Sunday, November 25, 2007

The state is picking up 80 percent of Youngstown’s rebuilding program.

By HAROLD GWIN

VINDICATOR EDUCATION WRITER

YOUNGSTOWN — It will cost about $1.5 million to tear down Wilson High School, and razing The Rayen School could be even more expensive.

Both high schools, Wilson built on Gibson Street in 1928 and Rayen built on Benita Avenue in 1922, closed last spring and are destined for the wrecking ball. New middle schools will be built on their sites.

It’s all part of an approximate $180 million rebuilding program involving 14 city schools.

Nearly all of the former Rayen students now attend the new East High School, as does about half of the former Wilson students. The other half from Wilson attends the remodeled and expanded Chaney High School.

The city school board put the Wilson demolition project out for bid last week after hearing an estimate from its construction project manager, Heery International Inc., that the cost of tearing it down will be just under $1.5 million.

The Rayen demolition specifications are being prepared, and Heery said that project will likely cost more, pointing out that some of the interior hallway walls in that building are 20 inches thick.

The Ohio School Facilities Commission is picking up 80 percent of the rebuilding program cost and that includes the building demolitions.

The school board approved several other resolutions related to the rebuilding project.

The board agreed to seek bids for asbestos removal and site security fencing for the vacant Cleveland and Bennett elementary schools, which are to be razed. Combined, those contracts could cost a little more than $100,000.

Children who attended Cleveland are enrolled at Kirkmere Elementary and pupils who last attended Bennett are at Williamson Elementary.

The board awarded an asbestos removal contract for the closed Martin Luther King Elementary, also slated to be razed. Environmental Protection Systems of Girard got that job at $74,163.

The board also approved the seeking of bids for data cabling for the new Wilson and Volney Rogers middle schools. The district must apply for an E-Rate reimbursement for that work, even though the new Volney building isn’t complete and Wilson has yet to begin.

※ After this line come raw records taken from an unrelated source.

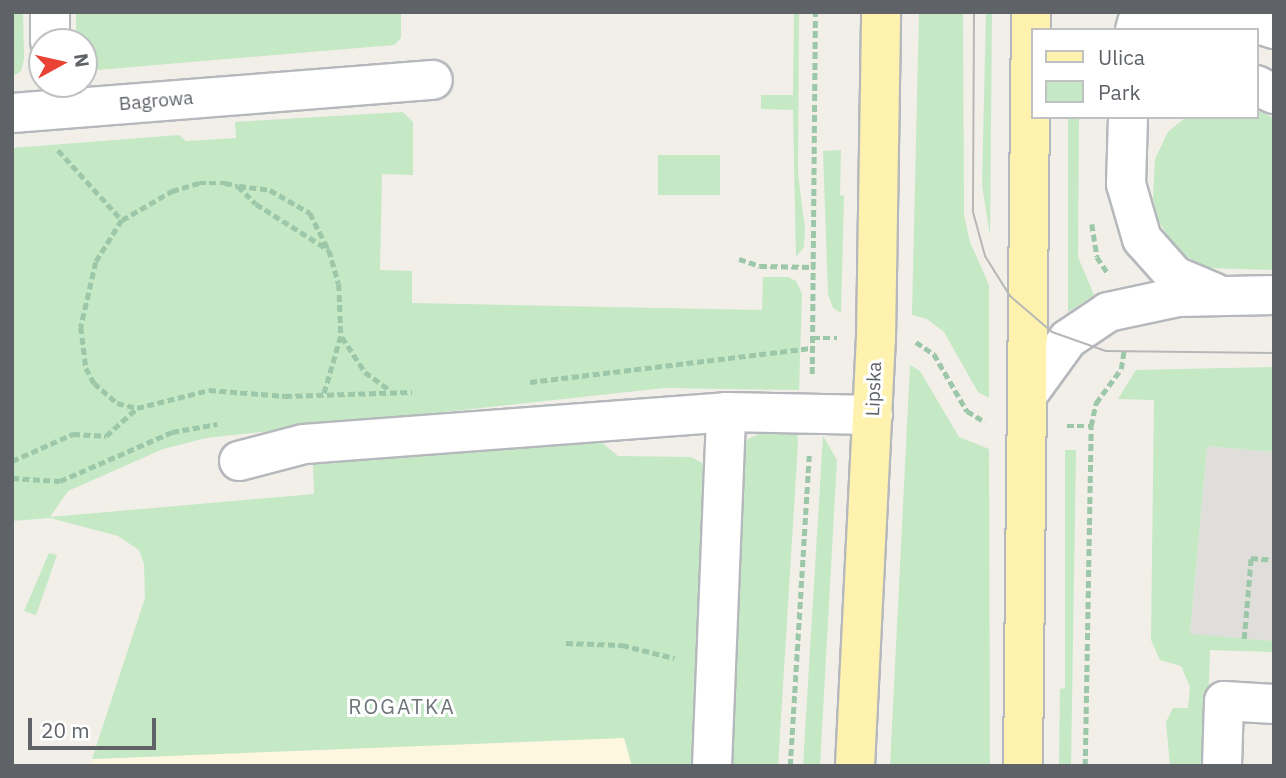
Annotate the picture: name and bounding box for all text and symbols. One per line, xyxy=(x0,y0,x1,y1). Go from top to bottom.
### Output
north arrow xyxy=(28,28,98,98)
legend xyxy=(1030,28,1258,119)
text: Ulica xyxy=(1098,43,1145,71)
text: N xyxy=(69,52,95,69)
text: Park xyxy=(1098,78,1141,106)
street label: Bagrowa xyxy=(118,86,194,116)
street label: Lipska xyxy=(862,361,886,417)
district label: ROGATKA xyxy=(349,693,455,719)
scale bar xyxy=(32,704,159,748)
text: 20 m xyxy=(41,716,90,744)

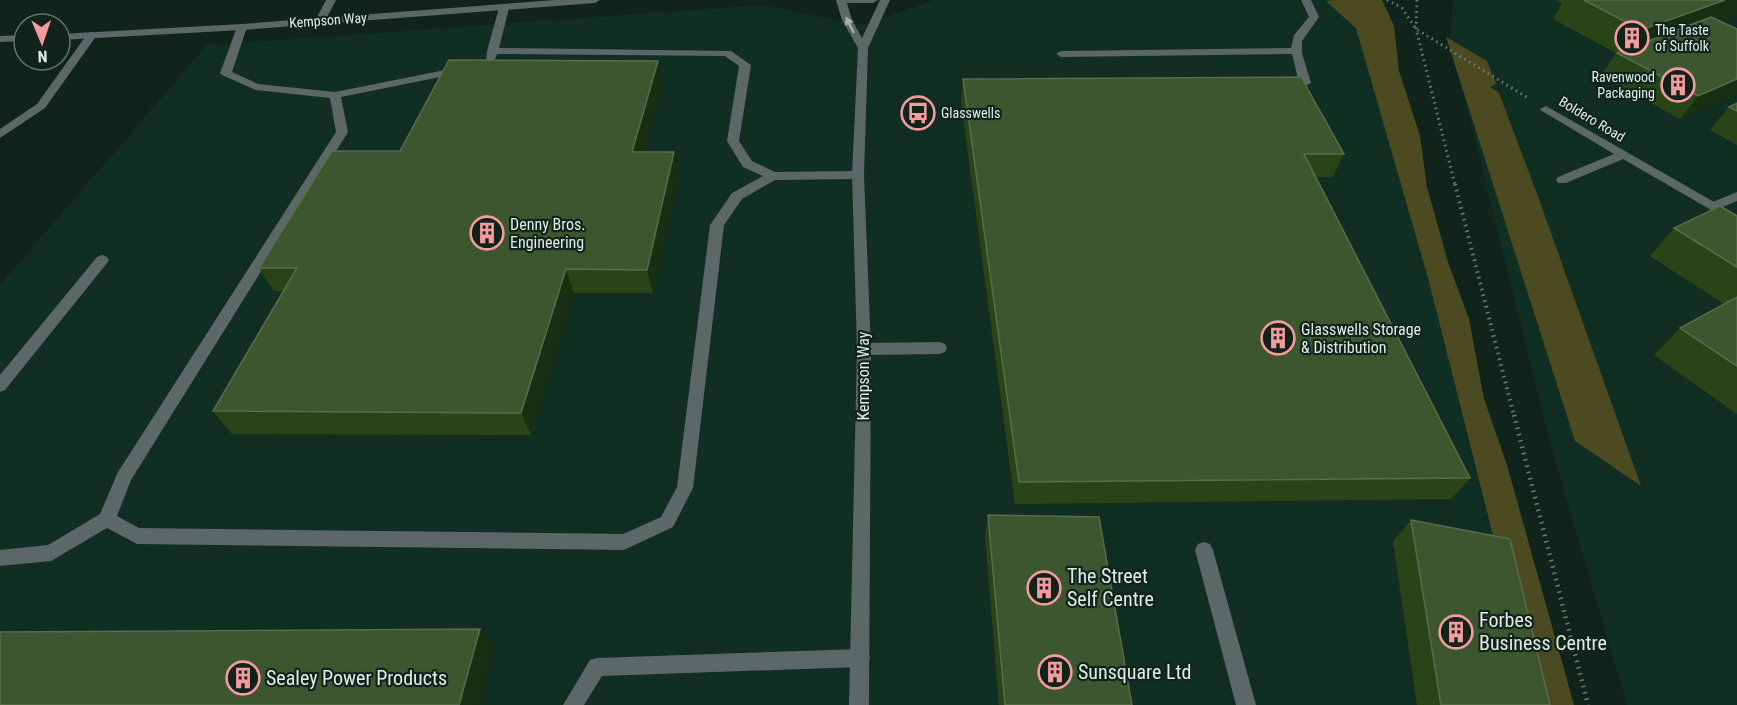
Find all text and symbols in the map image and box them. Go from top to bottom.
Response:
street label: Kempson Way [289,9,368,31]
north arrow [12,12,72,72]
one-way arrow [846,16,855,33]
building icon: The Taste of Suffolk [1614,20,1650,56]
place label: The Taste of Suffolk [1655,22,1710,54]
text: N [37,47,48,66]
building icon: Ravenwood Packaging [1660,67,1696,103]
place label: Ravenwood Packaging [1592,69,1655,101]
street label: Boldero Road [1556,93,1628,145]
bus stop icon: Glasswells [900,95,936,131]
place label: Glasswells [941,105,1000,121]
building icon: Denny Bros. Engineering [469,215,505,251]
place label: Denny Bros. Engineering [510,215,585,252]
building icon: Glasswells Storage & Distribution [1260,320,1296,356]
place label: Glasswells Storage & Distribution [1301,320,1421,357]
street label: Kempson Way [854,331,873,420]
place label: The Street Self Centre [1067,564,1154,611]
building icon: The Street Self Centre [1026,570,1062,606]
place label: Forbes Business Centre [1479,608,1607,655]
building icon: Forbes Business Centre [1438,614,1474,650]
building icon: Sunsquare Ltd [1037,654,1073,690]
building icon: Sealey Power Products [225,660,261,696]
place label: Sunsquare Ltd [1078,660,1191,684]
place label: Sealey Power Products [266,666,447,690]

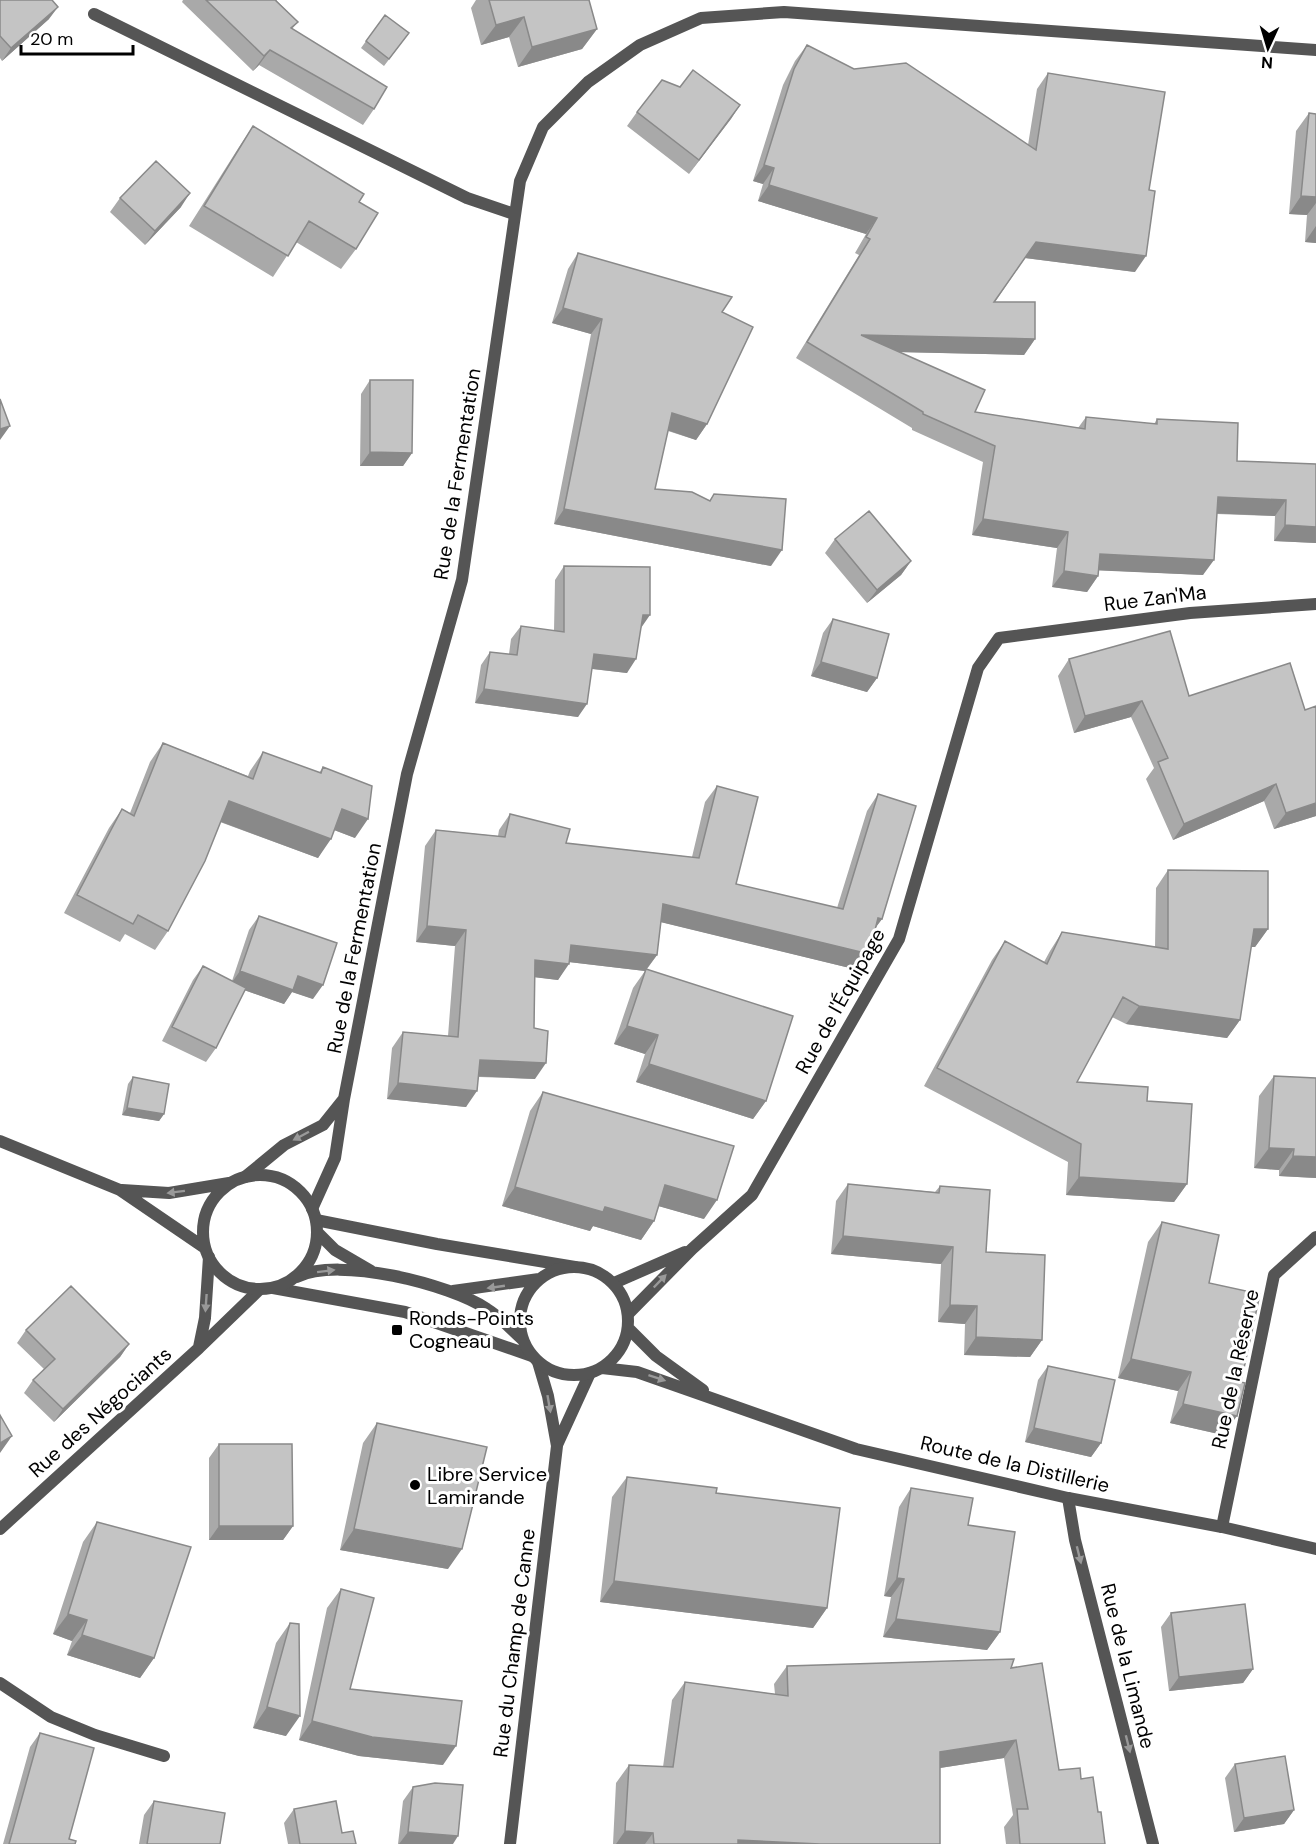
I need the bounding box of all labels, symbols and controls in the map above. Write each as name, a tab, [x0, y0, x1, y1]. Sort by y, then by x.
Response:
scale bar	[21, 18, 134, 56]
north arrow	[1238, 18, 1298, 78]
text: 20 m	[30, 27, 73, 51]
text: N	[1260, 52, 1274, 73]
street label: Rue de la Fermentation	[427, 366, 487, 582]
street label: Rue Zan'Ma	[1102, 579, 1208, 617]
street label: Rue de la Fermentation	[321, 840, 387, 1056]
street label: Rue de l'Équipage	[789, 924, 891, 1078]
one-way arrow	[292, 1131, 309, 1141]
one-way arrow	[166, 1187, 185, 1196]
one-way arrow	[317, 1267, 336, 1276]
one-way arrow	[653, 1274, 667, 1289]
one-way arrow	[486, 1282, 505, 1291]
street label: Rue de la Réserve	[1205, 1287, 1265, 1451]
one-way arrow	[201, 1293, 211, 1312]
place label: Ronds-Points Cogneau	[409, 1305, 534, 1354]
marker: Ronds-Points Cogneau	[390, 1323, 404, 1337]
street label: Rue des Négociants	[23, 1341, 177, 1483]
one-way arrow	[648, 1374, 666, 1384]
one-way arrow	[545, 1395, 554, 1414]
street label: Route de la Distillerie	[918, 1430, 1112, 1498]
place label: Libre Service Lamirande	[427, 1461, 547, 1510]
marker: Libre Service Lamirande	[408, 1478, 422, 1492]
street label: Rue du Champ de Canne	[487, 1527, 541, 1759]
one-way arrow	[1075, 1546, 1084, 1564]
street label: Rue de la Limande	[1095, 1581, 1161, 1751]
one-way arrow	[1123, 1735, 1133, 1753]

E-Rate is the Federal Communications Commission’s Schools and Libraries Program that provides discounts to help schools get telecommunications systems. It’s funded by a fee charged to companies that provide interstate and international communications services.

Youngstown has been eligible for reimbursement of 90 percent of the cabling cost on some of its other new buildings, according to Heery International. The estimated cost for Wilson is $140,000 while the cost at Volney is expected to be about $132,000.

Finally, the board authorized the seeking of bids on furniture and equipment for the new North and Paul C. Bunn elementaries now under construction.

Bidding them jointly as a large package could provide a better price, according to Heery. The combined cost is estimated at just under $500,000.